Bestrafen für Vernadern im Netz benötigt mehr Richter

Die Richtervereinigung begrüßt die türkis-grünen Pläne für die effizientere Verfolgung von Hass im Netz. Für die Umsetzung seien aber zusätzliche Richter-Planstellen nötig, forderte Präsidentin Sabine Matejka im APA-Gespräch. Die Reform brächte massiven Mehraufwand im Straf- und Zivilbereich. 2021 sind zudem sehr viele Corona-Folgen-Verfahren zu erwarten – und die Gerichtestünden schon jetzt an der Grenze ihrer Kapazität. Erforderlich seien in Summe 50 Posten mehr.

Eilverfahren für Löschung von Hasspostings

“Wenn für diese Reform keine zusätzlichen Richterplanstellen geschaffen werden, dann ist dies letztlich auch ein Affront gegenüber den von Hass im Netz betroffenen Menschen, denen man in Pressekonferenzen rasche Hilfe verspricht”, stellte Matejka fest. Geplant ist u.a. ein zivilrechtliches Eilverfahren für die Löschung von Hasspostings. Das bedeute für die Bezirksgerichte eine massive Mehrbelastung. Mit den zwei Bezirksrichtern österreichweit mehr, die laut Folgenabschätzung zum Gesetzesentwurf erforderlich sind, wäre es bei weitem nicht getan, “das ist fern jeder Realität”, so Matejka von der Richtervereinigung.

Keine neuen Richter-Planstellen

Denn in den letzten Jahren habe es viele Gesetzesänderungen gegeben, die den Gerichten Mehraufwand bescherten, vom neuen Erwachsenenschutzgesetz bis zur Beschleunigung von Jugendstraf- oder Fremdenrechtssachen – aber keine neuen Richter-Planstellen. Derzeit sind in der Rechtsprechung rund 1.700 Richter (Vollzeitäquivalent) tätig. 50 zusätzliche Planstellen plus 20 “Reserve-Planstellen” für die rasche Nachbesetzung von Richterinnen, die in Mutterschutz gehen, ist aus Sicht der Richtervereinigung das Mindeste, damit das “Hass im Netz”-Vorhaben ordentlich umgesetzt werden kann – und auch der für 2021 erwartete “große Schub” in Folge der Corona-Krise zeitnah erledigt werden kann.

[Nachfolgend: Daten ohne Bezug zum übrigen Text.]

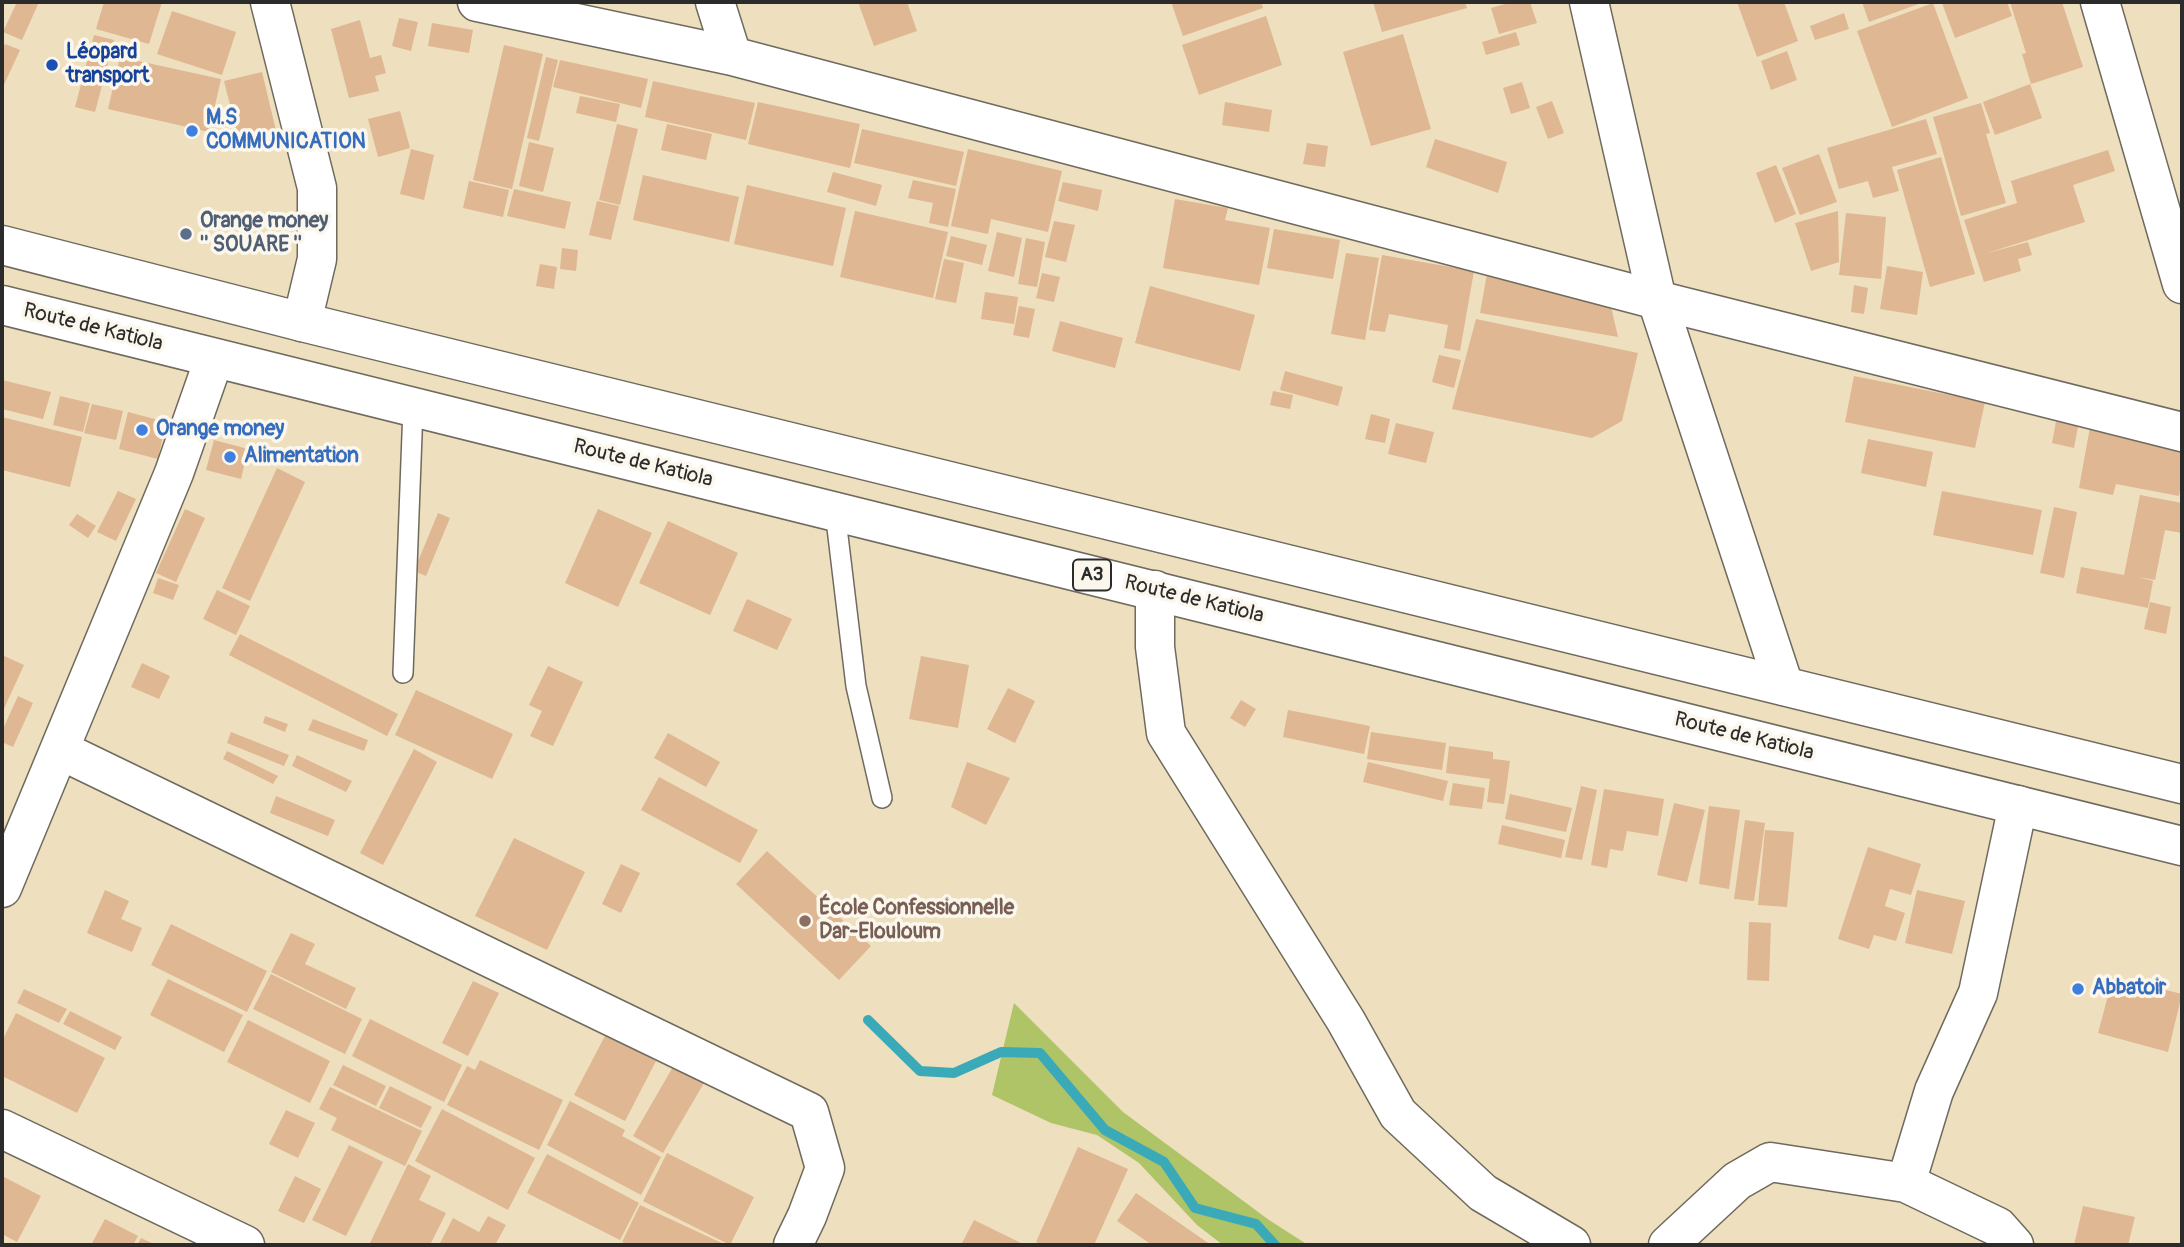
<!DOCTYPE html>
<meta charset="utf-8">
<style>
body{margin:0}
#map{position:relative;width:2184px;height:1247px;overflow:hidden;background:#eedfbe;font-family:Pangolin,sans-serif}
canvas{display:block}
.frame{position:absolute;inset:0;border:4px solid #2b2b2b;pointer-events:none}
</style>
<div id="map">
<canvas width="2184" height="1247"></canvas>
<div class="frame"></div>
</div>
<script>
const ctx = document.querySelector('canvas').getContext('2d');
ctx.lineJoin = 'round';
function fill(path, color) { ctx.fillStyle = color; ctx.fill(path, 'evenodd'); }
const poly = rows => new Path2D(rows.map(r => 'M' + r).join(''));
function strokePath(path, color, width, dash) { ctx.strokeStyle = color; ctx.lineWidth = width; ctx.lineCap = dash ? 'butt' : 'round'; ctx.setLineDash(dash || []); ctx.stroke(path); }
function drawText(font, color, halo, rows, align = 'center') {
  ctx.font = font + ' Pangolin,sans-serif'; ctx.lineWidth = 7; ctx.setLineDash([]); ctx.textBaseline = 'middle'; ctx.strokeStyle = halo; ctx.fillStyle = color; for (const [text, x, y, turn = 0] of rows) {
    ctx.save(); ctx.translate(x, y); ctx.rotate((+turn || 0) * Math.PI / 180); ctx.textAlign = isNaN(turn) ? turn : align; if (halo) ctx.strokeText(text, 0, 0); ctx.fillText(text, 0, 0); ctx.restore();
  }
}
const green = poly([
 [1014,1003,1123,1112,1269,1220,1308,1245,1223,1245,1197,1225,1139,1163,1097,1135,1051,1123,992,1095]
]);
const stream = poly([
 [868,1020,920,1071,954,1073,1001,1052,1040,1053,1105,1130,1164,1162,1195,1208,1256,1224,1275,1245]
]);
const building = poly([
 [17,2,39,2,22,40,3,32],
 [104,2,162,2,149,44,96,29],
 [858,2,907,2,917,31,874,46],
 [1171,2,1261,2,1263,8,1183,36],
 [1373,2,1465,2,1467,8,1382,32],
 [1512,2,1530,2,1537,23,1499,34,1491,8],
 [1737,2,1784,2,1798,41,1757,57],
 [1862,2,1924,2,1869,22],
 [1945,2,2007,2,2012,16,1955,38,1942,3],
 [2010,2,2062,2,2083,67,2031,84,2022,54,2026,53],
 [1933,3,1968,98,1892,127,1857,31],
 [172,11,236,32,222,75,157,54],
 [1844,13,1849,29,1815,40,1810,26],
 [1266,16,1282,65,1199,95,1182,45],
 [399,18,418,22,411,51,392,46],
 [360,20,370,58,381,55,386,73,375,76,379,91,349,98,331,29],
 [432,23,473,30,469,53,428,46],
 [1516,32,1520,45,1486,55,1482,42],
 [1403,34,1431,129,1371,146,1343,52],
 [94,35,114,40,95,112,75,107],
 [5,44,20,50,2,89,2,51],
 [504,45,543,54,512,189,473,180],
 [1787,51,1797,80,1771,90,1761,61],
 [120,57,221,79,209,132,108,109],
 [546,57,558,60,539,141,527,138],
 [560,60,648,79,641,108,553,87],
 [262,72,278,139,241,148,224,81],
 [653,81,755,103,746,140,645,117],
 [1522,82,1530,108,1511,114,1503,88],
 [2030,84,2042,118,1995,135,1983,102],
 [580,96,620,104,616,122,576,113],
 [1552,101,1564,133,1548,139,1536,107],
 [758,102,860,124,850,168,748,144],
 [1225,102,1272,110,1269,132,1222,125],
 [1981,103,1990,133,1986,134,2006,203,1961,216,1933,117],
 [400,111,410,148,378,157,368,119],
 [1926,119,1937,154,1892,167,1899,191,1873,198,1868,181,1839,189,1827,148],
 [617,124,638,129,620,205,599,200],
 [667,124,712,134,706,160,661,150],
 [862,129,964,152,956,186,854,163],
 [1435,139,1507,162,1498,193,1426,167],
 [529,142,554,148,543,192,519,186],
 [1307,143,1328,146,1325,167,1303,164],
 [411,149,434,155,424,200,400,194],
 [968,149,1062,171,1048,232,991,219,988,234,951,226],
 [2108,150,2115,171,2073,185,2085,222,1984,254,2028,242,2032,255,2018,259,2021,271,1984,282,1964,220,2017,203,2011,181],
 [1819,154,1837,202,1800,215,1782,168],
 [1941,157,1975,274,1930,287,1897,170],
 [1776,165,1796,214,1775,223,1756,173],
 [833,172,882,185,876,206,827,192],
 [643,175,739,197,729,242,633,220],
 [913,180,956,189,948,227,929,223,933,203,908,198],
 [469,181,509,190,503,217,463,208],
 [1063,182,1102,190,1098,211,1058,201],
 [747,185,846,208,833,266,734,244],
 [514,189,571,202,565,229,507,216],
 [1175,199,1228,208,1225,220,1270,228,1259,285,1163,268],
 [597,201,619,206,611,240,589,235],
 [855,211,948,232,933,298,840,277],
 [1838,211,1839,262,1811,271,1795,223],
 [1846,213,1886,217,1881,279,1839,275],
 [1054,221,1075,225,1066,262,1045,257],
 [1274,229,1340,240,1333,279,1267,268],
 [997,232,1022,238,1014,277,988,271],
 [951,236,987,245,982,265,946,256],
 [1026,238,1045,242,1037,287,1018,284],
 [562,248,578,250,576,271,560,269],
 [1346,253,1379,258,1365,340,1331,334],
 [1382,255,1474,271,1460,351,1444,348,1448,325,1389,314,1385,332,1369,330],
 [944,259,964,263,956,303,935,299],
 [540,264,557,267,554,289,536,286],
 [1887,266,1923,272,1917,315,1880,309],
 [1488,268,1607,289,1618,337,1480,313],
 [1042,273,1060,277,1054,302,1036,298],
 [1854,285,1868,288,1864,314,1851,312],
 [1150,286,1255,315,1240,371,1135,343],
 [985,292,1018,297,1014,324,981,319],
 [1019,306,1035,309,1029,338,1013,335],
 [1476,319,1638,353,1622,421,1592,438,1452,409],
 [1060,321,1123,338,1115,368,1052,351],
 [1439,355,1461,360,1454,388,1432,382],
 [1285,371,1343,387,1338,406,1280,390],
 [1854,376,1985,402,1975,448,1845,422],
 [2,380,51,392,43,419,2,409],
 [1273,391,1293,395,1290,409,1270,405],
 [60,396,90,403,83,432,53,425],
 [92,404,123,411,116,440,84,433],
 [2058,411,2080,416,2074,448,2052,443],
 [128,412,166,422,158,459,119,449],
 [1371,414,1390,419,1385,443,1365,439],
 [2,417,82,437,70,487,2,470],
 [1396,423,1434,432,1426,463,1388,454],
 [2090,427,2182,446,2182,478,2179,496,2116,484,2113,495,2079,488],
 [1868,439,1933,452,1926,487,1861,473],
 [214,440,248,449,241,479,206,470],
 [277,468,305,482,250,601,222,588],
 [118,491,136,499,116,541,97,532],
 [1942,491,2042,510,2033,555,1933,535],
 [2140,495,2182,503,2182,533,2165,530,2155,580,2138,577,2153,581,2148,608,2076,593,2081,567,2124,575],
 [2054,507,2077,512,2064,578,2040,573],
 [185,509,205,518,176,582,156,573],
 [598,509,652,533,618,607,565,583],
 [438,513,450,518,426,576,414,571],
 [77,514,96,526,88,538,69,525],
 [668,521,738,553,710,615,639,583],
 [158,578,179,585,173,600,153,593],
 [217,590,250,606,236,635,203,619],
 [747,599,792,619,777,650,733,631],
 [2150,602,2171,607,2166,634,2144,629],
 [240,634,398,714,387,736,229,655],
 [2,655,24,665,2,713],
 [921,656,969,665,958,728,909,719],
 [142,663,170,676,159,699,131,687],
 [548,666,583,682,553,746,530,736,542,711,529,705],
 [1008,688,1035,701,1015,743,987,729],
 [416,690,513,734,492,779,395,735],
 [18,696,33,703,13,747,2,742,2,731],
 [1241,700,1256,709,1245,727,1230,718],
 [1288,710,1370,726,1364,754,1283,737],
 [265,716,288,724,285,732,263,723],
 [313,719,368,740,364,751,308,730],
 [231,732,289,755,284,766,227,743],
 [1371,732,1446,743,1442,770,1367,759],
 [668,733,720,762,706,787,654,758],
 [1449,746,1493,752,1493,759,1510,761,1504,804,1487,802,1490,779,1446,773],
 [414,749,437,762,383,865,360,853],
 [227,751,278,776,273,784,223,759],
 [297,755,352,781,346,792,292,766],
 [967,762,1010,778,986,825,951,807],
 [1368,762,1448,781,1443,801,1363,782],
 [659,777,758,830,740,863,641,810],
 [1453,783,1485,788,1482,809,1449,805],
 [1581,786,1597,790,1582,860,1565,857],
 [1604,789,1664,799,1658,836,1627,831,1623,851,1610,849,1607,868,1591,865],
 [1510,794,1572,808,1566,832,1505,819],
 [276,796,335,820,328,836,270,813],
 [1674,803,1705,810,1687,882,1657,875],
 [1709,806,1740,810,1729,889,1699,884],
 [1745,820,1765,823,1754,901,1734,899],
 [1502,825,1565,840,1561,858,1498,844],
 [1765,830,1794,832,1787,907,1758,905],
 [514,838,585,872,547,950,475,916],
 [1868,847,1921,864,1911,895,1890,889,1885,906,1905,913,1896,941,1874,935,1869,949,1838,939],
 [767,851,871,946,839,980,736,884],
 [621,864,640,873,621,913,602,904],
 [105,890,129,901,121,919,142,928,132,952,87,933],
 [1917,890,1965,901,1952,954,1905,943],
 [1749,922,1771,923,1769,981,1747,980],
 [171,924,267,971,247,1012,151,965],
 [291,933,315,944,305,964,356,988,346,1009,271,972],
 [271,974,362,1019,345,1054,253,1009],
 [2113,977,2182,994,2168,1052,2098,1033],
 [168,979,243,1015,224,1052,150,1015],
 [473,981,499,993,468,1056,442,1043],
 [24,989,67,1009,59,1023,17,1003],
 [70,1011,122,1037,115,1050,63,1024],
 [16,1013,105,1058,77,1113,2,1076,2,1041],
 [370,1019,462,1065,444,1102,352,1056],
 [248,1020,330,1061,310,1103,227,1062],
 [606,1034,656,1061,625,1121,574,1095],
 [480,1060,563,1100,539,1150,447,1105,467,1066,475,1070],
 [343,1065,386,1086,376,1106,333,1085],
 [674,1065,704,1083,663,1153,633,1136],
 [390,1086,432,1107,421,1128,379,1108],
 [330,1087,422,1131,405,1166,331,1130,337,1118,319,1109],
 [570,1101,625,1130,622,1136,661,1157,641,1195,547,1145],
 [442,1109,535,1158,508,1210,415,1161],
 [286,1110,315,1123,298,1158,269,1144],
 [349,1145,383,1162,346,1236,312,1220],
 [1078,1147,1128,1169,1094,1245,1043,1245,1036,1242],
 [667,1153,754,1197,730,1245,643,1201],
 [547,1154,639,1203,620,1240,527,1193],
 [408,1164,431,1176,419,1200,446,1213,430,1245,369,1245],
 [2,1176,41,1196,17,1242,2,1234],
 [295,1176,321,1189,304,1223,278,1211],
 [1136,1193,1211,1245,1152,1245,1117,1221],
 [640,1205,726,1245,630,1245,622,1242],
 [2083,1206,2135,1217,2128,1245,2074,1245],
 [488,1216,506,1225,495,1245,439,1245,453,1218,479,1232],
 [105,1219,138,1236,133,1245,91,1245],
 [974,1220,1025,1245,961,1245],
 [141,1238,156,1245,137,1245]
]);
const service = poly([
 [835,511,856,686,882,798],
 [403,673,413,408]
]);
const minor = poly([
 [270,2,317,188,317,259,302,322],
 [477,2,732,56,1657,300,2182,432],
 [715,2,732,56],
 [2100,2,2182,284],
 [1155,590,1155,647,1166,733,1346,1021,1398,1114,1483,1193,1571,1245],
 [60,750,809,1112,825,1168,807,1216,793,1245],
 [2,888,174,473,214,359],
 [2,1129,245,1245],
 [1906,1183,1934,1091,1978,993,2018,805],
 [1668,1245,1737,1181,1770,1162,1906,1183,1998,1227,2014,1245]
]);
const tertiary = poly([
 [1589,2,1657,300,1784,686]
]);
const trunk = poly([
 [2,245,302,322,2182,784],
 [2,305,2182,846]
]);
const markers = [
 [52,65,7,"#1a4fb4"],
 [192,131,7,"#3f7fe0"],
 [186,234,7,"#5c6f8a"],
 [142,430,7,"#3f7fe0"],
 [230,457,7,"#3f7fe0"],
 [805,921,7,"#8d6e63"],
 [2078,989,7,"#3f7fe0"]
];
const shields = [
 [1092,575,38]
];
const shieldNames = [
 ["A3",1092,575]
];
const transitNames = [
 ["Léopard",66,53],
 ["transport",66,77]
];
const shopNames = [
 ["M.S",206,119],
 ["COMMUNICATION",206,143],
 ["Orange money",156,430],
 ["Alimentation",244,457],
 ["Abbatoir",2092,989]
];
const serviceNames = [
 ["Orange money",200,222],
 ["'' SOUARE ''",200,246]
];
const streetNames = [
 ["Route de Katiola",93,328,14],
 ["Route de Katiola",643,464,14],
 ["Route de Katiola",1194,600,14],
 ["Route de Katiola",1744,737,14]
];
const educationNames = [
 ["École Confessionnelle",819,909],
 ["Dar-Elouloum",819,933]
];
fill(green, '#afc367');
strokePath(stream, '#3baab8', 10);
fill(building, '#dfb792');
strokePath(service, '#6f6a5e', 22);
strokePath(minor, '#6f6a5e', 41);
strokePath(tertiary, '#6f6a5e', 41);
strokePath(trunk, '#6f6a5e', 41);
strokePath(service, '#fff', 19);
strokePath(minor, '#fff', 38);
strokePath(tertiary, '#fff', 38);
strokePath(trunk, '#fff', 38);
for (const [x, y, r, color] of markers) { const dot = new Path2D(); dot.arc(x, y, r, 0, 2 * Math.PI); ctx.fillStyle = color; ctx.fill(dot); strokePath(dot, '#fbf7ec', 2.5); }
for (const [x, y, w] of shields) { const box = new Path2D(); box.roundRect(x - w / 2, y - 15.5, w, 31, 5); ctx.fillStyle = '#fbf7ec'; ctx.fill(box); strokePath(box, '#2b2b2b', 2); }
drawText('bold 19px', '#2b2b2b', null, shieldNames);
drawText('bold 21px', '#164399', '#fbf7ec', transitNames, 'left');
drawText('bold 21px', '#366cbe', '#fbf7ec', shopNames, 'left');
drawText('bold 21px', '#4e5e75', '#fbf7ec', serviceNames, 'left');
drawText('21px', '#2b2b2b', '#fbf7ec', streetNames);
drawText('bold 21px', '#785e54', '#fbf7ec', educationNames, 'left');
</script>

Hasspostings sollen künftig leichter geahndet werden

Sigi Maurer, Justizministerin Alma Zadic und Verfassungsministerin Karoline Edtstadler am 3. September bei einer Pk zum Thema “Hass im Netz” | © APA/Schlager

Mehr Gerichtsprozesse ab 2021 erwartet

Mit dem zweimonatigen Lockdown und dem jetzt immer noch für viele geltenden Aufschub sei heuer der Anfall zwar leicht zurückgegangen. Aber nächstes Jahr erwartet Sabine Matejka in Folge der Corona-Pandemie einen starken Anstieg vor allem im Zivilrechtsbereich – mit all den Verfahren rund um Insolvenzen, Arbeits- oder Mietrechtsstreitigkeiten, Einklagung offener Forderungen etc. Deren rasche Erledigung sei nicht nur für die Verfahrensparteien, sondern für die gesamte Wirtschaft existenziell.

Verfahren bei “Hass im Netz”-Delikten

“Die Folgen langer Gerichtsverfahren haben weit größere finanzielle Auswirkungen als die Kosten für zusätzlich Planstellen”, merkte Matejka an. Ohne personelle Aufstockung sei die zeitnahe Erledigung aber nicht möglich.

Der möglichen Sorge, dass mit einer jetzigen Aufstockung später – wenn z.B. die Corona-Fälle erledigt sind – Überkapazitäten entstehen, tritt die Richtervereinigung auch entgegen – mit dem Hinweis darauf, dass es in den nächsten fünf bis zehn Jahren an den Gerichten zu hohen pensionsbedingten Abgängen kommen wird.